Excerpted records -
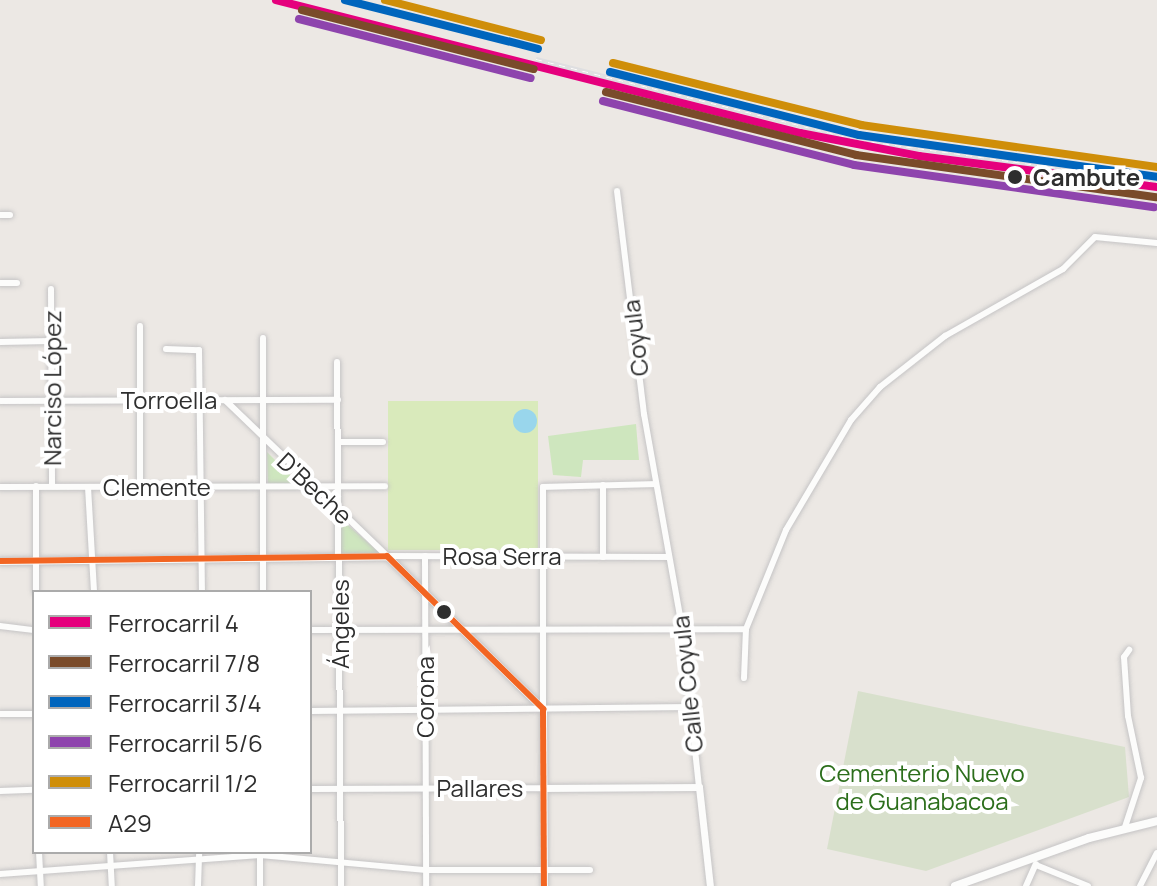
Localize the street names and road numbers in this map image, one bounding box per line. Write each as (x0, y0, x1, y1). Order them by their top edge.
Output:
street label: Coyula (616, 298, 654, 378)
street label: Narciso López (38, 310, 66, 466)
street label: Torroella (121, 386, 217, 414)
street label: D'Beche (272, 446, 358, 530)
street label: Clemente (103, 473, 211, 501)
street label: Rosa Serra (443, 542, 561, 570)
street label: Ángeles (326, 579, 354, 669)
street label: Calle Coyula (666, 614, 708, 754)
street label: Corona (411, 656, 439, 738)
street label: Pallares (437, 774, 523, 802)

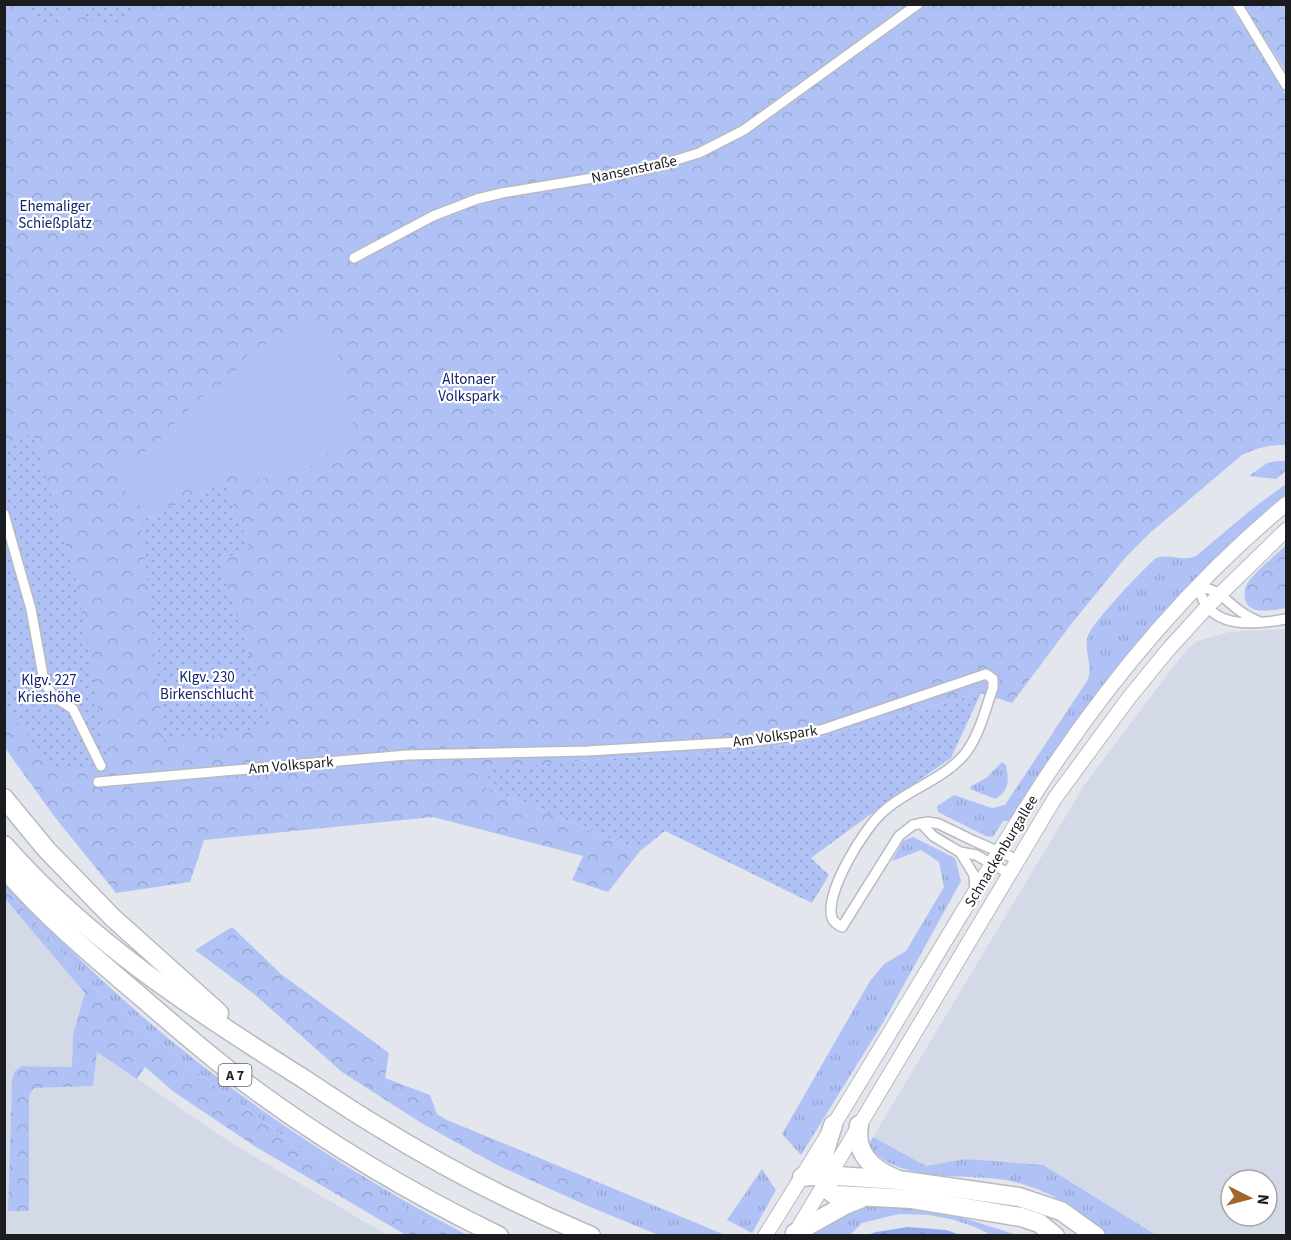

Your assignment - Your answer must be an exact copy of the records, with no pictures in it.

Answer section -
Localize the street names and road numbers in this map image, one bounding box per line. Write each as (x0, y0, x1, y1). Order them by their top edge.
Output:
street label: Coyula (616, 298, 654, 378)
street label: Narciso López (38, 310, 66, 466)
street label: Torroella (121, 386, 217, 414)
street label: D'Beche (272, 446, 358, 530)
street label: Clemente (103, 473, 211, 501)
street label: Rosa Serra (443, 542, 561, 570)
street label: Ángeles (326, 579, 354, 669)
street label: Calle Coyula (666, 614, 708, 754)
street label: Corona (411, 656, 439, 738)
street label: Pallares (437, 774, 523, 802)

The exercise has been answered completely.